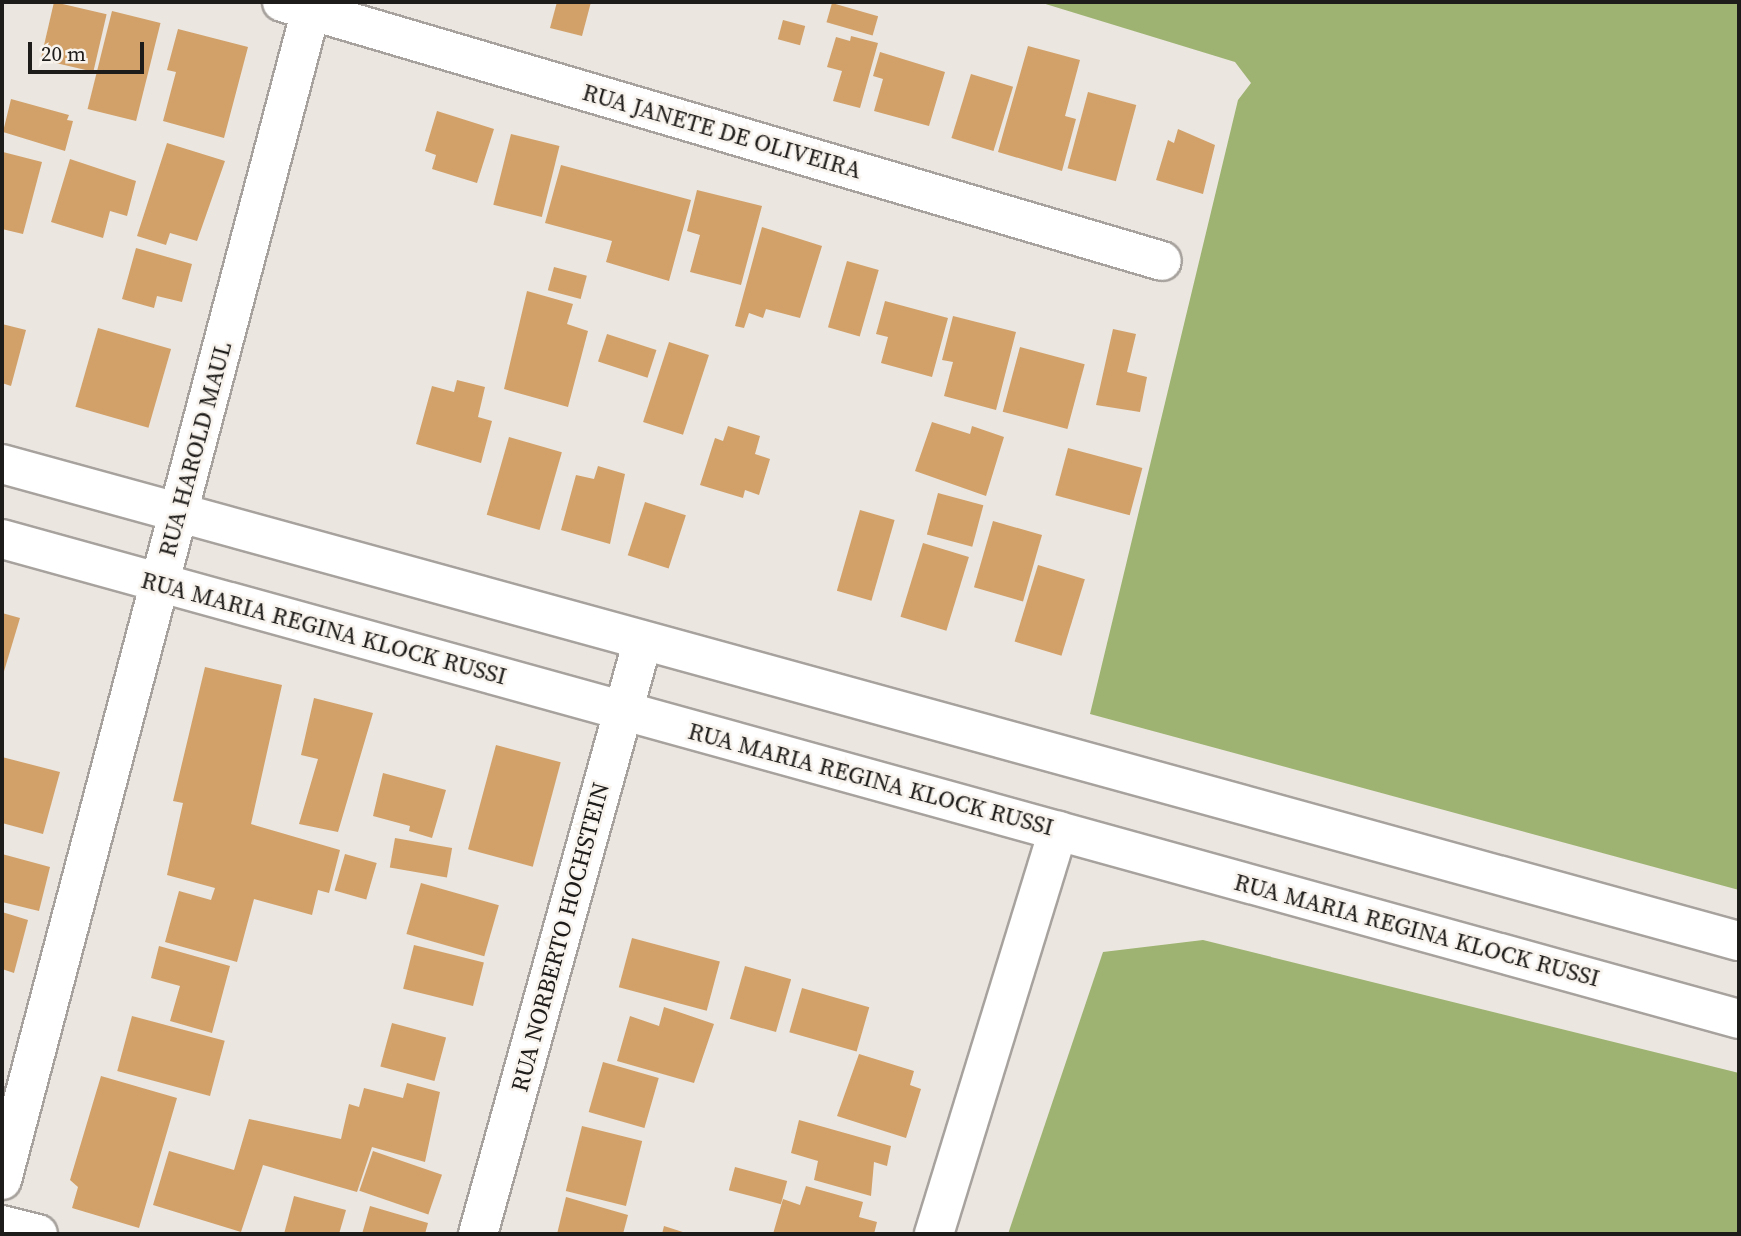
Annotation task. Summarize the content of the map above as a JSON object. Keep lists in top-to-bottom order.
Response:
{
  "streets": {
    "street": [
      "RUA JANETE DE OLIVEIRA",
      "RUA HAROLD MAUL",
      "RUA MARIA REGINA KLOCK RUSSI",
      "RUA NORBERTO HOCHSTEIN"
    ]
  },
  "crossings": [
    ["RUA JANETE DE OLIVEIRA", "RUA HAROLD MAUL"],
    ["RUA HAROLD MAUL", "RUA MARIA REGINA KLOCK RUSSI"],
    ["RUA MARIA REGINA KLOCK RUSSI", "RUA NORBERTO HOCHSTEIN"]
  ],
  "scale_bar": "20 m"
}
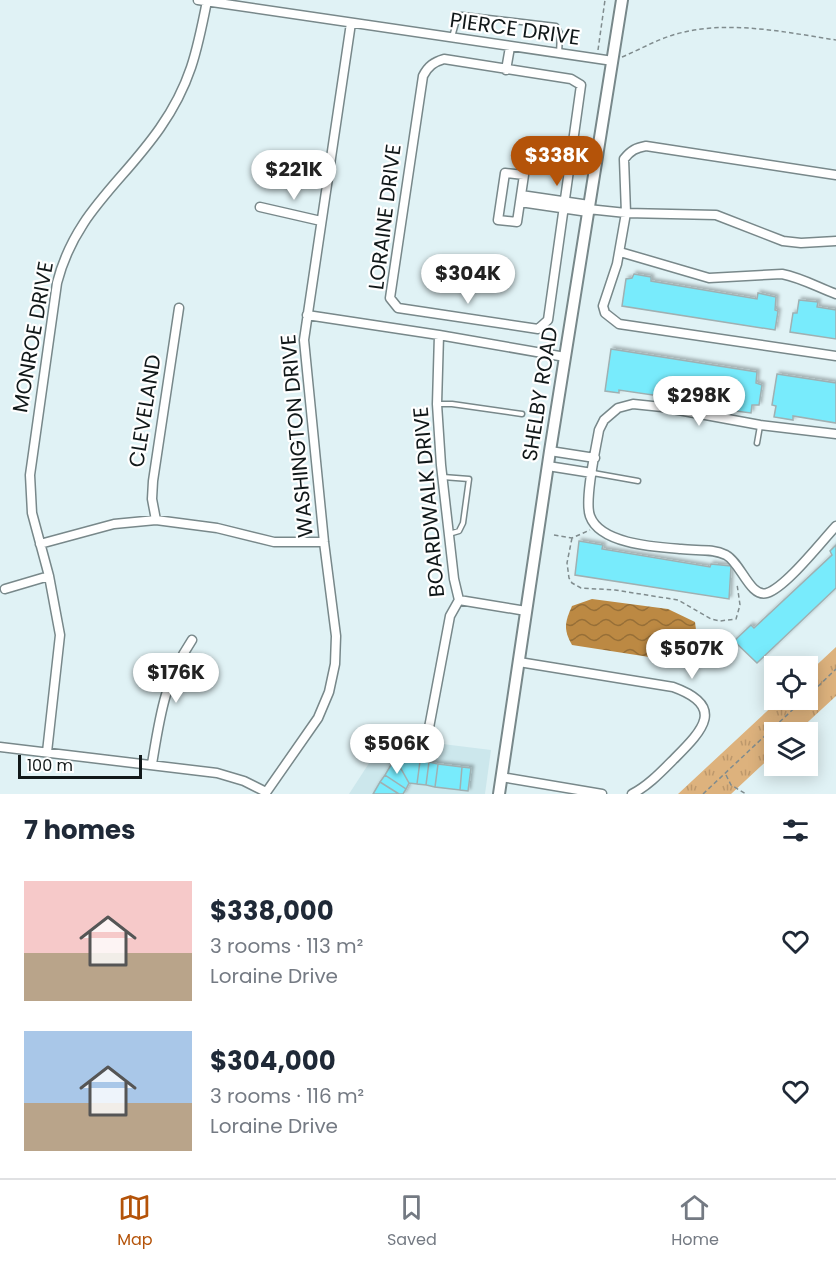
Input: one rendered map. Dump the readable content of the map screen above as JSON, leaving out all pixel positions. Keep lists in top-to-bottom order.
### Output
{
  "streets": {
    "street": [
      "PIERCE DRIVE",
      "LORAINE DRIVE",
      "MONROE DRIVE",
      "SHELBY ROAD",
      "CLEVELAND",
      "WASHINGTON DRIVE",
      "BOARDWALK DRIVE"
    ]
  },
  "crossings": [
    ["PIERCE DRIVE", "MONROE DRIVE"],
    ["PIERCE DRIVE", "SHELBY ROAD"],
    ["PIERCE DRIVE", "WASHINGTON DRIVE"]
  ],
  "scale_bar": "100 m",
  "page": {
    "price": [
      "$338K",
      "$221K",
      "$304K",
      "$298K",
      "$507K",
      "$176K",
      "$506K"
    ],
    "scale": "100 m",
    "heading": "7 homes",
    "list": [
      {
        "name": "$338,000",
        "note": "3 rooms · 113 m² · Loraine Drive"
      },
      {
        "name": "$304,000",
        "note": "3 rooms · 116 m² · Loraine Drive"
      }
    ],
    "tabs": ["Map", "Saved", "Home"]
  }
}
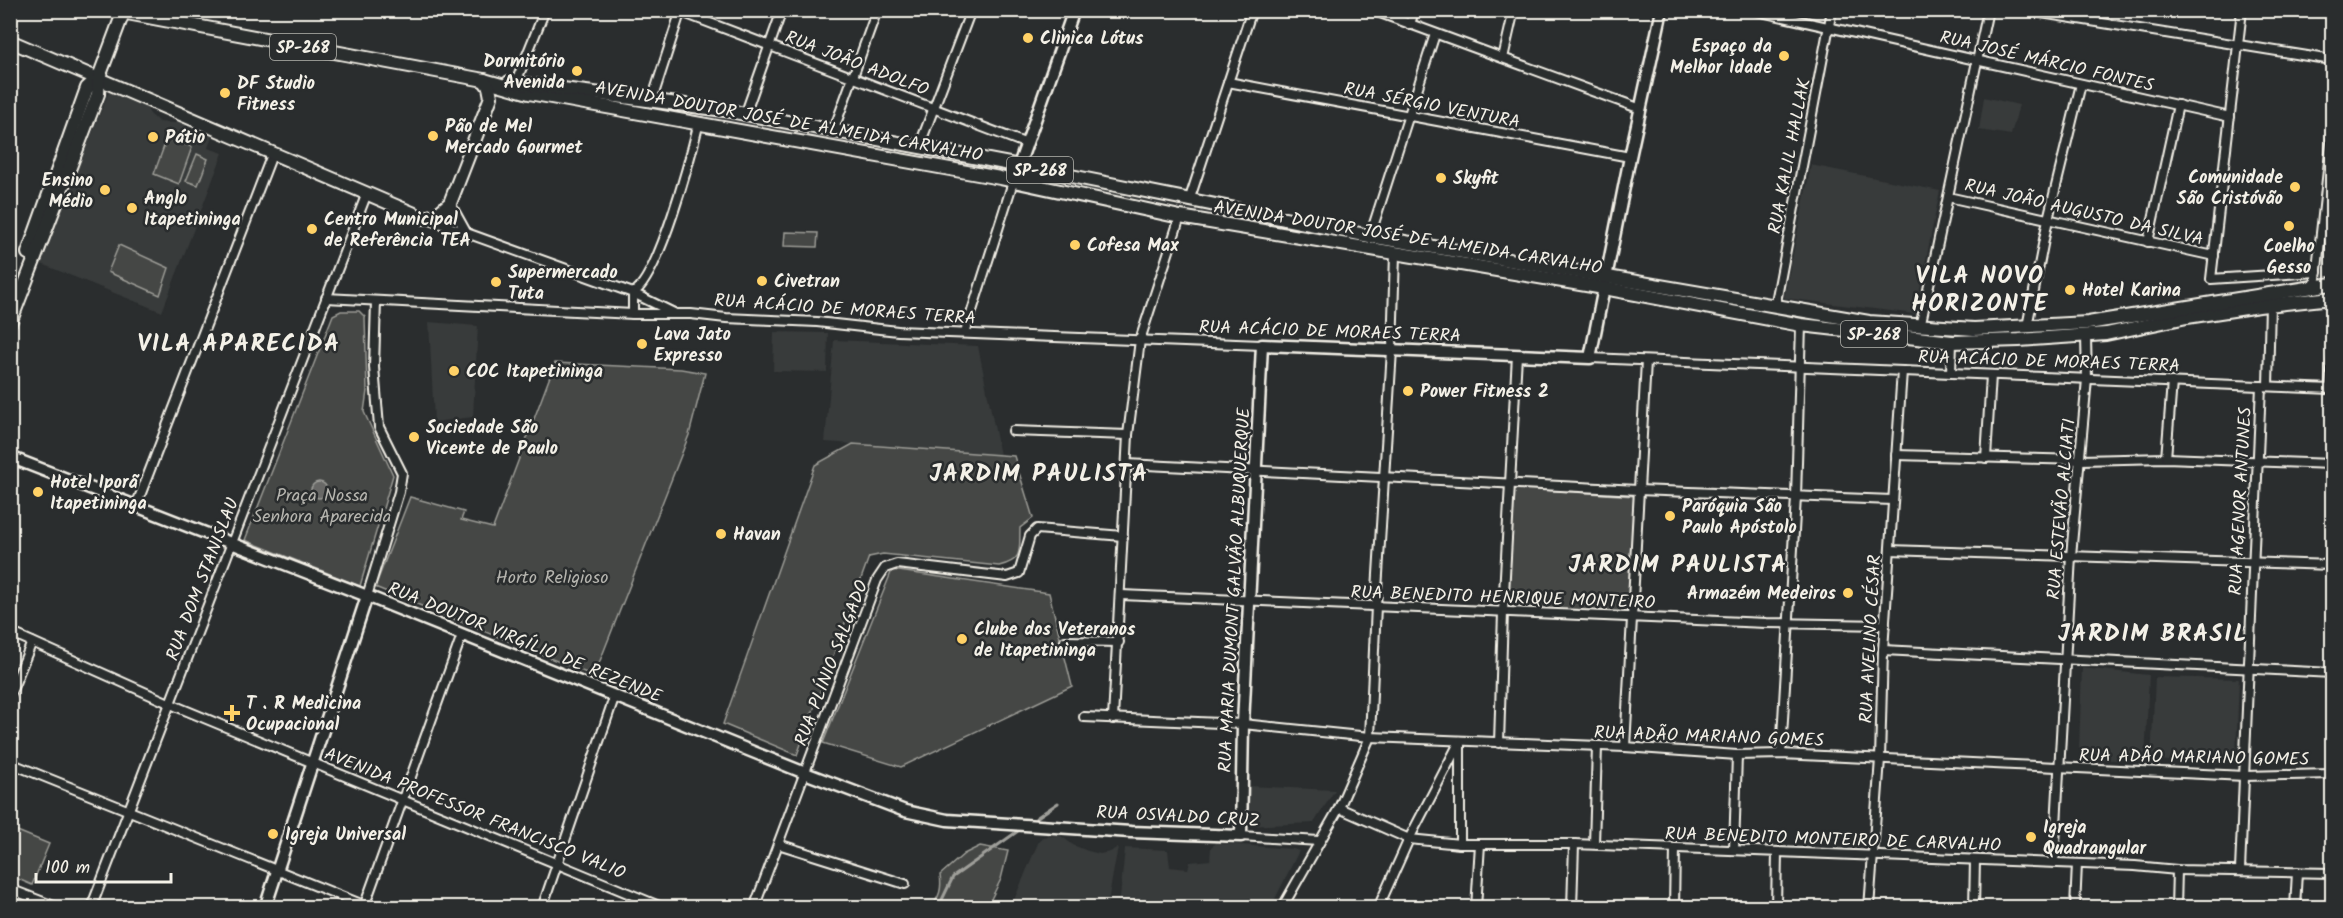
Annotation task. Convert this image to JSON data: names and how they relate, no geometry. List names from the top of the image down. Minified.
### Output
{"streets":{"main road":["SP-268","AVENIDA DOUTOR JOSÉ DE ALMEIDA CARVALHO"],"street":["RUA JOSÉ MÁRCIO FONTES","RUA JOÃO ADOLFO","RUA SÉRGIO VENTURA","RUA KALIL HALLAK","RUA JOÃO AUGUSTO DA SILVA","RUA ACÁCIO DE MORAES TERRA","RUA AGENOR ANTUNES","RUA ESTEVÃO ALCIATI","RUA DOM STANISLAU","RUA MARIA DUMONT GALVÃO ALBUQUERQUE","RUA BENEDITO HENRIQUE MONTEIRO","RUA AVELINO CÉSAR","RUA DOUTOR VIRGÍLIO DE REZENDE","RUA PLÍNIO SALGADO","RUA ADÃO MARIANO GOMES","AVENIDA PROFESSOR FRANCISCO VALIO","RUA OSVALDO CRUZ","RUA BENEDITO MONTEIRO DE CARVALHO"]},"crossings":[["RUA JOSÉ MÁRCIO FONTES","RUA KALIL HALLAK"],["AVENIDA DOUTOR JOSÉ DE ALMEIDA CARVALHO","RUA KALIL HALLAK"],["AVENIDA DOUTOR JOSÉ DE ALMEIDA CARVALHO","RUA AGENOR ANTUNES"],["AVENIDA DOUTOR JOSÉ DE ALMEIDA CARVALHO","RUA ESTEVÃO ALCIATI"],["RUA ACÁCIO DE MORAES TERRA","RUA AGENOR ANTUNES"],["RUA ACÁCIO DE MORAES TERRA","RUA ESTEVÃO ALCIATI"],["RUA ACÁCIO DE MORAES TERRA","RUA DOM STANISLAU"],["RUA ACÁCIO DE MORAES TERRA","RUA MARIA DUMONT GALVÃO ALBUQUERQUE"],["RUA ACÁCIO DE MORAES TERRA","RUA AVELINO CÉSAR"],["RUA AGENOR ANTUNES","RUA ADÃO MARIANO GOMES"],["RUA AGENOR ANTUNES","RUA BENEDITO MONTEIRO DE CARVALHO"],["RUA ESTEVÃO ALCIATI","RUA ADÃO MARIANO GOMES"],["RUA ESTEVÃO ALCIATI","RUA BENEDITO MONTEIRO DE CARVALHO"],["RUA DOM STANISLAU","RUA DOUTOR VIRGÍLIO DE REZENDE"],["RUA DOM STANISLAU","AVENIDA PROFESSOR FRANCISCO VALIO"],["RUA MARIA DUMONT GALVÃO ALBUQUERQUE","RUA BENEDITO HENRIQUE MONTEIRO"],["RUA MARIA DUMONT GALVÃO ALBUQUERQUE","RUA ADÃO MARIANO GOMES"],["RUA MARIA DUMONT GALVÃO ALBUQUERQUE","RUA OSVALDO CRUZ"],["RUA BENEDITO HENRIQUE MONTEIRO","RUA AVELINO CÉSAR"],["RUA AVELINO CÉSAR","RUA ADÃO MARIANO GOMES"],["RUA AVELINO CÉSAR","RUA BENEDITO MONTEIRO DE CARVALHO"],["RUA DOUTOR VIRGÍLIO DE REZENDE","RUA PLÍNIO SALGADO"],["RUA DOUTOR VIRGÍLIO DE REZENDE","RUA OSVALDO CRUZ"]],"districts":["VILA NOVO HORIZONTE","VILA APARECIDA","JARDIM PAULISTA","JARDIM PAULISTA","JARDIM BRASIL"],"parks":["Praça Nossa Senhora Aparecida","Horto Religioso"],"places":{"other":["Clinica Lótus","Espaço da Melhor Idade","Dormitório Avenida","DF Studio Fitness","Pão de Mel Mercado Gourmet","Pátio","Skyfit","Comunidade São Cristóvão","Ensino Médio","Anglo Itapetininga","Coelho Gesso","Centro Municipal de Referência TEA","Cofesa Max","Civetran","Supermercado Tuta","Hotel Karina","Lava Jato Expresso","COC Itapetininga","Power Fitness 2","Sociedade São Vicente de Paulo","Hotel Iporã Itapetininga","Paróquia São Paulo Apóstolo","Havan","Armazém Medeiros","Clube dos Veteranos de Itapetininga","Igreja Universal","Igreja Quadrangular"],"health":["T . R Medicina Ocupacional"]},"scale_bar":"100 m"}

* What to produce *
Copy each line of the listing that carries the string "order".

* Answer *
Annotation task. Summarize the content of the map above as a JSON object. Keep lists in top-to-bottom order.
Input: one rendered map. Dump the readable content of the map screen above as JSON, leaving out all pixel positions. Keep lists in top-to-bottom order.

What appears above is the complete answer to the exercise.